I love brownies.
Well I actually love chocolate and brownies are a version of chocolate, so brownies are chocolate…therefore I love brownies!
Brownies especially hold a special place in my dessert heart because they were one of the very first things that I learned to bake on my own.
My mom, being the awesome cook that she is, always kept an endless supply of flour, sugar, cocoa powder, and some form of chocolate chips on hand and all of those ingredients are exactly what you need to make up a batch of delicious brownies. Now today I find myself always having a pantry full of the ingredients required to make brownies and so it is very easy for me to whip them up in a pinch.
To me brownies are best when they come fresh out of the oven. That is the time when they are warm, moist, chewy, and the chocolate just melts. It is also the perfect time to add a scoop of ice cream on top so that it melts just enough to mesh with the warm gooey brownie into the perfect sundae. But you may not always want a large square pan of brownies and so this recipe is perfect to make just 8 individual servings.

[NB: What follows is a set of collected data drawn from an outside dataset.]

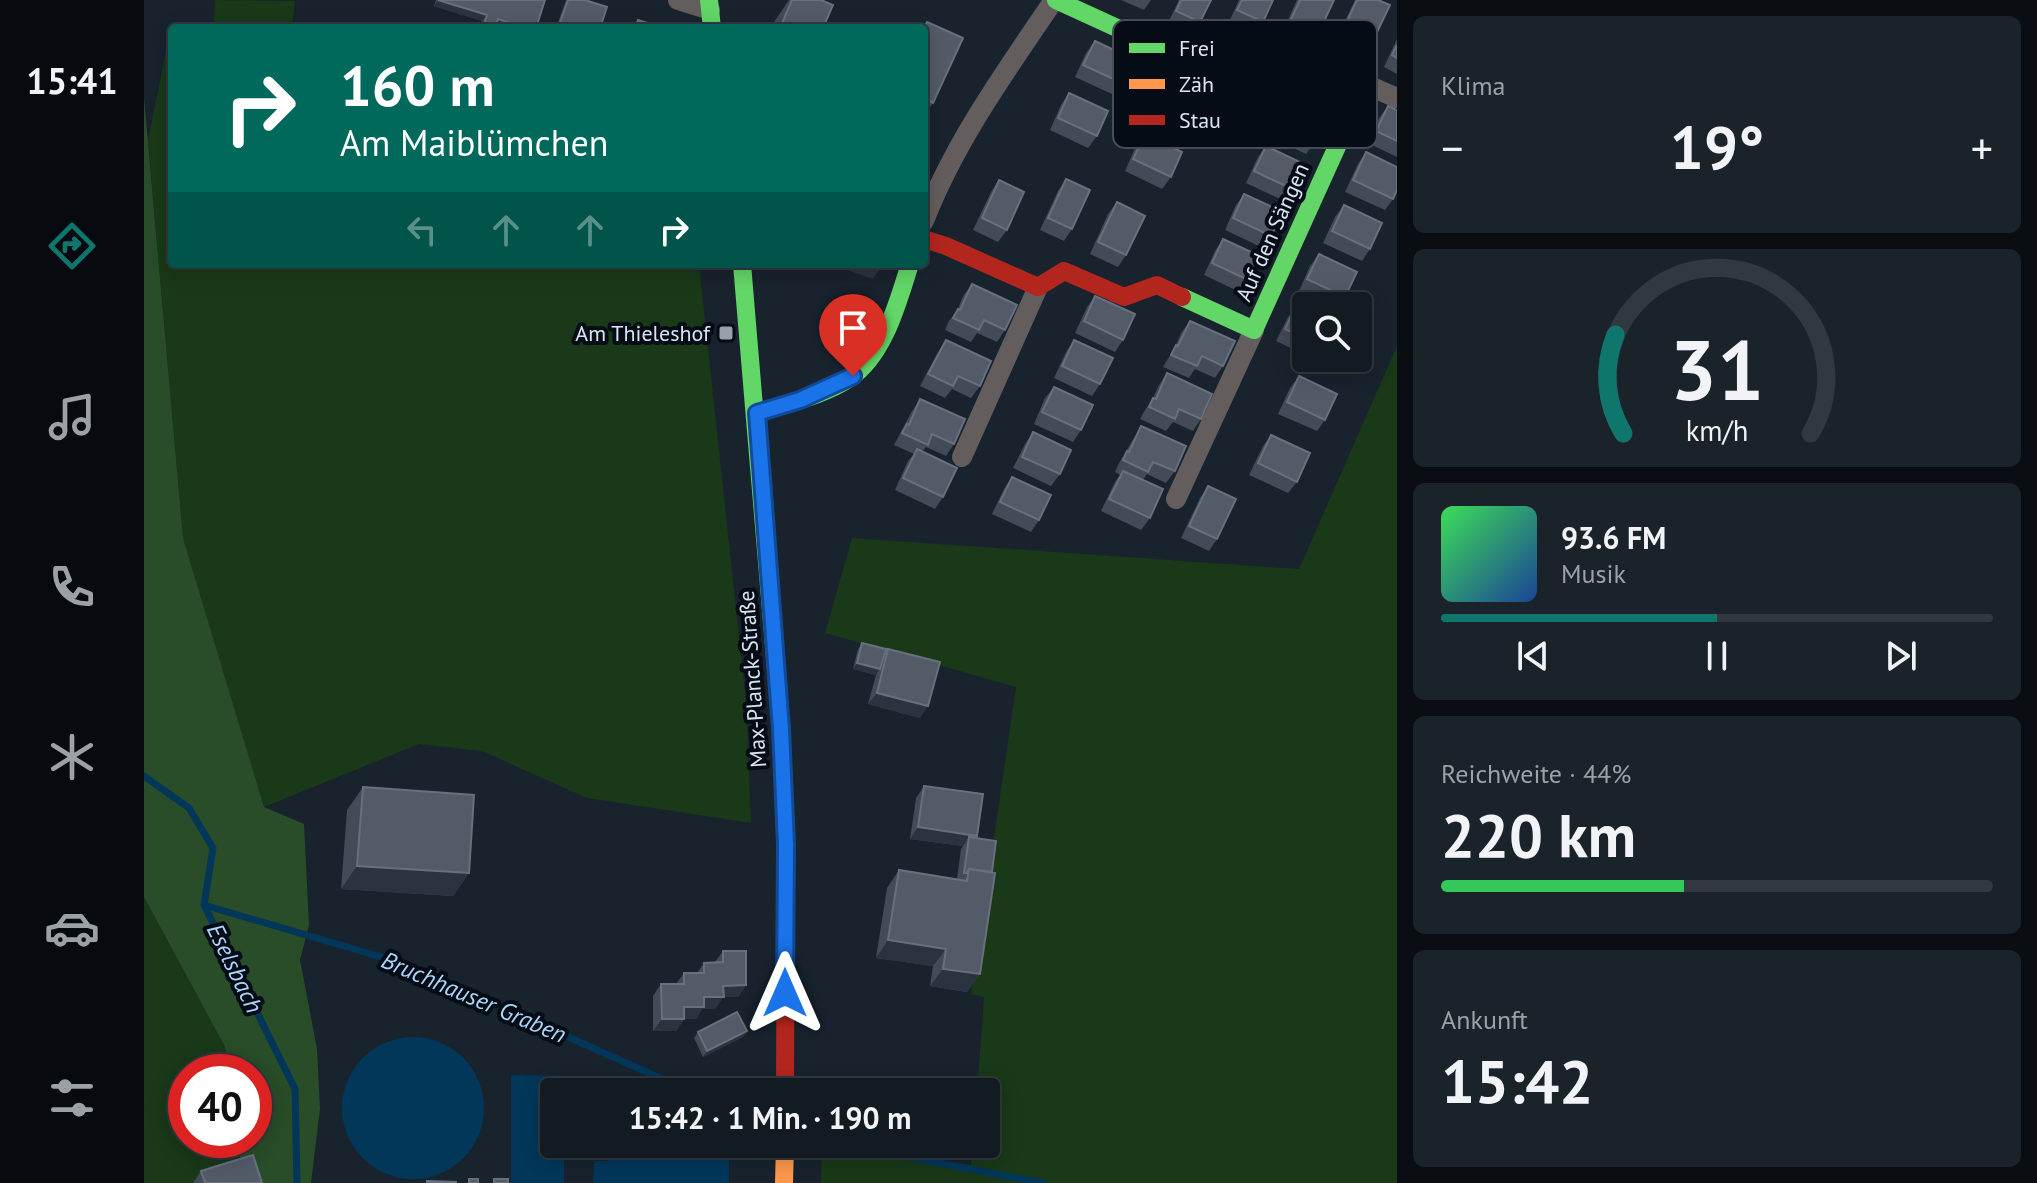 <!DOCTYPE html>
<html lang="de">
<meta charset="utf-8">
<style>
body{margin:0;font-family:"PT Sans",sans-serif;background:#1b232a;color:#f1f3f6;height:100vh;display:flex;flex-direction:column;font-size:30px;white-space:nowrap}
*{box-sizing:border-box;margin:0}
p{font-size:26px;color:#9ca1a5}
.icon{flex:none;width:44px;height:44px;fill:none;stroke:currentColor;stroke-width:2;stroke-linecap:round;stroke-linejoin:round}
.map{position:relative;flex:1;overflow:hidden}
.side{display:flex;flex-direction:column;gap:16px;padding:16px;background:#0a0e13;width:640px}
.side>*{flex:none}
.hud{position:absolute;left:24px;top:24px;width:760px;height:244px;border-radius:8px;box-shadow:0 4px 20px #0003,0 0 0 2px #313840;background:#00695c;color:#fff;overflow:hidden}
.fabs{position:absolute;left:1148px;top:292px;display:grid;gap:16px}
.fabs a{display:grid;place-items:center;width:80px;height:80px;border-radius:8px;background:#121a22;box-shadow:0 4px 20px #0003,0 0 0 2px #313840;font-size:40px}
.speed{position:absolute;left:24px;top:1054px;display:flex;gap:16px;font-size:40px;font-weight:700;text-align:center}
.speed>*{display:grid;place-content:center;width:104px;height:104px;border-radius:50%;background:#121a22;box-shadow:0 4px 20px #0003,0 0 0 2px #313840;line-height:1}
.speed .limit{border:12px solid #d22;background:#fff;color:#111}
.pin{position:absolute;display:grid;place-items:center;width:68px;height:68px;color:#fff;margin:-82px -34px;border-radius:50% 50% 50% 0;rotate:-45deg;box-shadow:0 0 8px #0007}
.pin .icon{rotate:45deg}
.me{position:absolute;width:88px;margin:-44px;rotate:0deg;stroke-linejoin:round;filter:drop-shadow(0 0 6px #0008)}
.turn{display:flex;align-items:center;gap:28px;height:168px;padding:0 40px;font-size:36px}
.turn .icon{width:104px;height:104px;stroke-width:2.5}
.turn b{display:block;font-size:56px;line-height:68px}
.lanes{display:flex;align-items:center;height:76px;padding:0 40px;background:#0003;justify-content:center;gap:40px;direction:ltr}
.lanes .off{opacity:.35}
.big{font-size:60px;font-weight:600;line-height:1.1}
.side .widget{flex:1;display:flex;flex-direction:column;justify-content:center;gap:12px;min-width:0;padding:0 28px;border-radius:12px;background:#1b232a}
.side .dial{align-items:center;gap:0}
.dial svg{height:208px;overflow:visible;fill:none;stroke:#313840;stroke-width:7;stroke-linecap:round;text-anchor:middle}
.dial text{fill:#f1f3f6;stroke:none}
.song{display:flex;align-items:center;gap:24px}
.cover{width:96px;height:96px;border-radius:12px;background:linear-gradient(135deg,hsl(130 70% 55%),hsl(220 70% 35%))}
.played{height:8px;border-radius:4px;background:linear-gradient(90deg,#0f766e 50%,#313840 50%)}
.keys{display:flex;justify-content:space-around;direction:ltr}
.heat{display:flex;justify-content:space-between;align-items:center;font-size:44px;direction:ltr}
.charge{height:12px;border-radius:6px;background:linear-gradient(90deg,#34c759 44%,#313840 0)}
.trip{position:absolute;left:396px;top:1078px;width:460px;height:80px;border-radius:8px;background:#121a22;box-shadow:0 4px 20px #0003,0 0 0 2px #313840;font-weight:600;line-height:80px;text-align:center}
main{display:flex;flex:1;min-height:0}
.menu{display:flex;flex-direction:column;width:144px;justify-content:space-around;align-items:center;background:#070a0e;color:#9ca1a5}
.menu .icon{width:56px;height:56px}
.menu .on{color:#0f766e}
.menu b{font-size:36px;color:#f1f3f6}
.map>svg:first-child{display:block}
</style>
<main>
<nav class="menu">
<b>15:41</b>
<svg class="icon on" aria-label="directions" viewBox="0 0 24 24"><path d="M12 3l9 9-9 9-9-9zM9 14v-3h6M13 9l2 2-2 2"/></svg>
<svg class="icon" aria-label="music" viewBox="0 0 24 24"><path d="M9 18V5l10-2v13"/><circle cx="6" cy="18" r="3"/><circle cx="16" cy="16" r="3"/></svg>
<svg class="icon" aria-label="phone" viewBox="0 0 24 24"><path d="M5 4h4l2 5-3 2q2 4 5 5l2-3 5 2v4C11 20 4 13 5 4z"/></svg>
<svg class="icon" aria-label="climate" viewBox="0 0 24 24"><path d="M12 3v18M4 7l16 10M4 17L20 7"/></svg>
<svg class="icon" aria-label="car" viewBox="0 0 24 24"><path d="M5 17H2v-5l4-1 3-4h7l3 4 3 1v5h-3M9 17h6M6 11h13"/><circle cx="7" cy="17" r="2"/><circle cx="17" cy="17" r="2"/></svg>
<svg class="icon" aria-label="filters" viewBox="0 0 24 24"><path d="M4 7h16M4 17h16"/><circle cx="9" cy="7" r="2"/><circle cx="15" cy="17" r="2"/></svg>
</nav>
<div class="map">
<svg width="1253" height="1183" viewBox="0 0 1253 1183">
<rect width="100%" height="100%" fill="#18232e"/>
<path fill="#193918" d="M71 0 151 1 148 28H69Z
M26 31 28 264H555L602 702 607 823 443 798 338 751 275 744 120 807 39 538 4 140Z
M1253 346V1183H677L678 1144 827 1165 829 1144H842V1092H833L840 997 827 994 872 687 681 633 708 538 1155 569Z
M0 897 81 1047 84 1072H42V1140H93L97 1172 63 1183H0Z"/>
<path fill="#294d28" d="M0 97 39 538 120 807 160 824 165 925 156 960 173 1049 176 1109 167 1183H100L93 1140H110V1072H84L81 1047 0 897Z"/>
<path fill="#02375a" d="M198 1108a71 71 0 1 1 142 0a71 71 0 1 1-142 0Z
M367 1075 422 1076 421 1092H410V1144H420V1183H367Z
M450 1144H585V1183H449L450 1161H464L466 1145Z"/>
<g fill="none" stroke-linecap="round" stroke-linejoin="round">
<path stroke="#02375a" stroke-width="7" d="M0 776 45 808 69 848 60 905 151 1089 153 1183
M60 905 264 965 547 1092
M696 1144 899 1183"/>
<path stroke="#645d5e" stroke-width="20" d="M534 0 566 10
M1210 109 1221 84 1253 98
M780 221C811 141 862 71 910 0
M818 457 894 287
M1032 499 1110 330"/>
<path stroke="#63d668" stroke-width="18" d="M565 0 568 28
M912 0 1067 71 1102 60 1210 109 1110 330 1038 297
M598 264 637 729 642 837
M613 413C643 403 679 396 706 378 741 354 754 301 766 264"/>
<path stroke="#ff974d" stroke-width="18" d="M640 1183 641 1144"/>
<path stroke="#b3261e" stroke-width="18" d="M780 239 802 246 894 287 920 271 980 297 1013 285 1038 297
M641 1092 642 837"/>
</g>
<path fill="#434a58" d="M292 0H401L352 25 351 28H336L338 21 290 6Z
M422 0H441L456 28H412Z
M645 0H677L679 28H627L630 22Z
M977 0H1007L1000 10Z
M1035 0H1067L1056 22 1048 34 1024 23Z
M1095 0H1129L1119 22 1110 34 1085 22Z
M1153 0H1190L1169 45 1160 57 1133 44Z
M1211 0H1234L1227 45 1218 57 1190 44Z
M783 22 789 103 780 116V28H778Z
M1253 39V74L1240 67Z
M951 41 978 83 970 95 931 77 942 53Z
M1034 75 1060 118 1052 130 1014 113 1026 87Z
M925 93 953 136 944 148 906 130 917 105Z
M1144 98 1170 142 1162 154 1124 136 1136 110Z
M1244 106 1253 110V157L1224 143 1235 118Z
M1001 134 1027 177 1018 189 981 171 992 146Z
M1122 146 1148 189 1140 201 1102 183 1114 157Z
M1222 152 1249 199 1241 210 1201 192 1214 164Z
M922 179 928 229 920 241 896 230 914 191Z
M855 180 863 230 854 242 829 230 847 192Z
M1100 194 1127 236 1119 248 1081 230 1092 205Z
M973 202 982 255 974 267 946 254 964 214Z
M1200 205 1226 249 1218 261 1179 243 1191 217Z
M1079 239 1106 281 1098 293 1060 275 1071 251Z
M1175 254 1201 297 1195 306H1186L1155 291 1166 266Z
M828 284 861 330 853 342 833 333 827 342 801 330 805 321 814 309 819 296Z
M951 296 979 340 971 352 931 333 943 307Z
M1152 305 1162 310V355L1132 341 1144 317Z
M1046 321 1079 366 1071 378 1051 369 1045 378 1019 367 1031 347 1037 333Z
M802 340 836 386 827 398 808 389 801 398 776 386 794 352Z
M930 340 956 384 948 396 910 378 922 352Z
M1023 373 1057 419 1049 431 1029 422 1022 431 996 419 1001 410 1009 398 1015 385Z
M1155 376 1181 420 1173 431 1134 414 1146 388Z
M910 387 937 430 929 442 890 424 901 398Z
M776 399 810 444 802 456 782 447 778 452 799 497 791 509 751 490 764 461 770 454 750 445 768 411Z
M997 426 1031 471 1022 483 1003 474 999 480 1006 518 997 530 957 511 971 482 976 475 971 472 975 463Z
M889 432 916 474 907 486 869 468 881 444Z
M1127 435 1153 482 1144 493 1105 475 1119 446Z
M868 477 895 520 887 532 848 514 860 489Z
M1064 486 1073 539 1065 551 1037 538 1056 498Z
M718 643 740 654 744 649 776 718 724 704 732 675 709 669 714 649Z
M780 786 832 838 848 872 836 974 823 992 786 986 789 966 732 958 743 888 755 870 813 879 817 849 819 846 766 839 772 798Z
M219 787 325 873 309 896 197 889 203 810Z
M579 951 602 985 594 997H579L571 1009H558L552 1019H540L532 1031H509V996L517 984H532L540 973H553L560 963 571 962Z
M603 1031 599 1037 559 1057 550 1038 554 1032Z
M57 1171 118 1183H49Z"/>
<path fill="#2b3340" d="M294 0 343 15 338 21 290 6Z
M354 19 382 28H360L350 25Z
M686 264H739L729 279Z
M713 663 736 669 732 675 709 669Z
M733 693 784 706 776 718 724 704Z
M774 827 833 836 825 847V837L819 846 766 839Z
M213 866 325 873 309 896 197 889Z
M744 940 802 949 789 966 732 958Z
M799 969 836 974 823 992 786 986Z
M602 985 594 997H579L571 1009H558L552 1019H531L540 1007 579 986Z
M518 1019H540L532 1031H509Z
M603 1031 599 1037 559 1057 563 1051Z"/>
<path fill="#535b68" stroke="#68707e" stroke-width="2" d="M294 0H401L392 28H382L354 19 351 28H339L343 15Z
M424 0H441L463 7 456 28H414Z
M648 0H677L689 5 679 28H636Z
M1037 0H1067L1056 22 1032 11Z
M1098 0H1129L1119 22 1093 10Z
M1156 0H1190L1169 45 1141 32Z
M1213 0H1234L1246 5 1227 45 1198 32Z
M494 20 513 26 512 28H491Z
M783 22 819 38 789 103 786 101 780 114V28Z
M951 41 989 59 978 83 939 65Z
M1253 45V58L1248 55Z
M925 93 964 111 953 136 914 118Z
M1244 106 1253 110V141L1232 131Z
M1001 134 1038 152 1027 177 989 159Z
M1122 146 1160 164 1148 189 1110 171Z
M1222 152 1253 167V190L1249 199 1209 180Z
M922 179 946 190 928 229 904 218Z
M855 180 880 192 863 230 838 218Z
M1100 194 1139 212 1127 236 1089 218Z
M973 202 1001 216 982 255 954 242Z
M1200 205 1238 223 1226 249 1188 231Z
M1079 239 1118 257 1106 281 1068 263Z
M1175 254 1213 272 1201 297 1163 279Z
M828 284 873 305 861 330 840 320 835 330 809 318 814 309 816 310Z
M951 296 991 314 979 340 940 321Z
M1152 305 1162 310V339L1141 329Z
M1046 321 1091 341 1079 366 1058 356 1053 366 1027 355 1032 345 1034 346Z
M802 340 847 361 836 386 814 376 809 386 784 374Z
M930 340 969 358 956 384 918 366Z
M1023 373 1068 394 1057 419 1035 409 1031 419 1005 407 1009 398 1012 399Z
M1155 376 1193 394 1181 420 1143 402Z
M910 387 949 405 937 430 898 412Z
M776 399 821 419 810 444 788 434 784 445 758 433 763 424 765 425Z
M997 426 1042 446 1031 471 1009 462 1004 472 979 460 983 451 985 452Z
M889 432 927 450 916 474 878 457Z
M1127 435 1166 453 1153 482 1114 463Z
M773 449 813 468 799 497 759 478Z
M979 471 1019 489 1006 518 965 499Z
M868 477 907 495 895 520 856 502Z
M1064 486 1092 499 1073 539 1045 526Z
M718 643 742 649 736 669 713 663Z
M744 649 796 662 784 706 733 693Z
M780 786 839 794 833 836 774 827Z
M219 787 330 795 325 873 213 866Z
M825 837 852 841 848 872 825 869 823 873H820Z
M825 869 851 873 836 974 799 969 802 949 744 940 755 870 823 881Z
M579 951H602V985L579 986 580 997H560V1007H540V1019H518L517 984H540V973H560V963L579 962Z
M593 1012 603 1031 563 1051 554 1032Z
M109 1155 118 1183H61L57 1171Z
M325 1179H334V1183H325Z
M350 1179H364V1183H350Z
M283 1181 312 1182V1183H283Z"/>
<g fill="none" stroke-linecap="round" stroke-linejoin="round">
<defs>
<path id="route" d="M641 993 642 844 637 729 613 413 656 400 709 376"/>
</defs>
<use href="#route" stroke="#114b97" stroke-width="20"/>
<use href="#route" stroke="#1a73e8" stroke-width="14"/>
</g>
<rect fill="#95a2ad" stroke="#050c15" stroke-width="3" x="574" y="325" width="16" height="16" rx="4"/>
<g text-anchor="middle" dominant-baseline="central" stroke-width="8" stroke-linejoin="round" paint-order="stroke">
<g font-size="22" fill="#d9e6f2" stroke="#050c15">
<text transform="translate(1128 232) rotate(-66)">Auf den Sängen</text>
<text transform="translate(608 679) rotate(-94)">Max-Planck-Straße</text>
</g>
<g font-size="22" fill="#d9e6f2" stroke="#050c15" text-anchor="end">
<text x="566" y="333">Am Thieleshof</text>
</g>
<g font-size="24" font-style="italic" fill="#abd6fb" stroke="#050c15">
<text transform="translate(91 968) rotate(64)">Eselsbach</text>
<text transform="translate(330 997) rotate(23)">Bruchhauser Graben</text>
</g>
</g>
<rect x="969" y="20" width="264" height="128" rx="12" fill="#050c15" stroke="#454d57" stroke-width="2"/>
<rect x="985" y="43" width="36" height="10" fill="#63d668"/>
<rect x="985" y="79" width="36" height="10" fill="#ff974d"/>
<rect x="985" y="115" width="36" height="10" fill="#b3261e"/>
<g font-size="22" fill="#d9e6f2">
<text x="1035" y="56">Frei</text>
<text x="1035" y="92">Zäh</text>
<text x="1035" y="128">Stau</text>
</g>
</svg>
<div class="fabs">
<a><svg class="icon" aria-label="search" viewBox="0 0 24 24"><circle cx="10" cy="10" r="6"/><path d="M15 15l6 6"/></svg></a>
</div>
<div class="speed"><div class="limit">40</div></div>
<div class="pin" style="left:709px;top:376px;background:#d93025"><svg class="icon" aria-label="arrive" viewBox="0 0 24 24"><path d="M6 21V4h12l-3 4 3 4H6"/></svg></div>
<svg class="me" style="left:641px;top:993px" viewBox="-20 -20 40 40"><path d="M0-17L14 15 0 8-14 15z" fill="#1a73e8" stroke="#fff" stroke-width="4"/></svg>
<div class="trip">15:42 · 1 Min. · 190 m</div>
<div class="hud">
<div class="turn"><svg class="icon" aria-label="right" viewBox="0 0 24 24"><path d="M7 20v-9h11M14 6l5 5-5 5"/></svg><div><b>160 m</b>Am Maiblümchen</div></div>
<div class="lanes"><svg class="icon off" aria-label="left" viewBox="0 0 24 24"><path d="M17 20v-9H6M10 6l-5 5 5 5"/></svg><svg class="icon off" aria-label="ahead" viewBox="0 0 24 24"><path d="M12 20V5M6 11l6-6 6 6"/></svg><svg class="icon off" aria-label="ahead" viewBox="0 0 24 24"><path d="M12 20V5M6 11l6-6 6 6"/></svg><svg class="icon" aria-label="right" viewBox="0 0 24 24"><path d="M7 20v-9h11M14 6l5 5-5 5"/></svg></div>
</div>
</div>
<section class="side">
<div class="widget"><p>Klima</p>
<div class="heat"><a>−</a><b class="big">19°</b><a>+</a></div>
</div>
<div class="widget dial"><svg viewBox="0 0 100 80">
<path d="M14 69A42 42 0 1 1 86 69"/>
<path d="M14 69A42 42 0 0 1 11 31" stroke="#0f766e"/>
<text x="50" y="56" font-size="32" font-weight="700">31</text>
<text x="50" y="72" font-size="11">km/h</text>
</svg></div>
<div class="widget">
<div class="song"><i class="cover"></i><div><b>93.6 FM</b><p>Musik</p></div></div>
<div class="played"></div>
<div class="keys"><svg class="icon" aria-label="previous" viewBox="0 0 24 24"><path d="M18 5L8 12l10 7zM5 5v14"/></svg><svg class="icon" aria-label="pause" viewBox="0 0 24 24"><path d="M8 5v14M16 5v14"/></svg><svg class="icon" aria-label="next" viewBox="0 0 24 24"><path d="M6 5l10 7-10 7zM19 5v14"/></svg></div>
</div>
<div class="widget"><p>Reichweite · 44%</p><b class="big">220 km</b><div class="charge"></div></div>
<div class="widget"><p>Ankunft</p><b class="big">15:42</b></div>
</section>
</main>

Fudgy Brownie Recipe Ingredients:
- 3.5 ounces semisweet chocolate chips
- 4 Tablespoons unsalted butter, cut into 4 pieces
- 1 Tablespoon unsweetened cocoa powder
- 1/2 cup plus 2 Tablespoons sugar
- 1 large egg plus 1 large egg yolk
- 1 teaspoon vanilla
- 1 teaspoon salt
- 1/2 cup all purpose flour
Adjust your oven rack to the middle position and preheat the oven to 350 degrees F.
Line a 8.5 by 4.5 inch loaf pan with parchment paper or aluminum foil. If using foil be sure to spray with non-stick cooking spray as well to ensure release of your brownies.
In a small bowl combine the chocolate chips, butter, and cocoa powder and place in the microwave and by setting on 30 second intervals at a time until the chocolate chips begin to melt, then remove and stir until the mixture is smooth. Set aside and allow to cool.
In a separate small bowl, whisk together the sugar, egg, egg yolk, vanilla, and salt until combined.
Then whisk in the chocolate mixture until combined. Stir the flour in with a rubber spatula until just combined. Transfer the batter into the prepared pan and smooth the surface. Bake until a cake tester comes out clean and you may need to rotate the pan halfway through baking.
Allow the brownies to cool in the pan completely before removing. Then lifting the brownies out using the paper or foil, cut the brownies into 2-inch squares. They can be stored at room temperature for up to 3 days.
For Vegan Brownies– Use vegan semisweet chocolate chips (such as Enjoy Life), substitute the butter for Earth Balance (vegan butter), and use 1/4 cup plus 2 Tablespoons of unsweetened apple sauce for the egg and egg yolk replacement.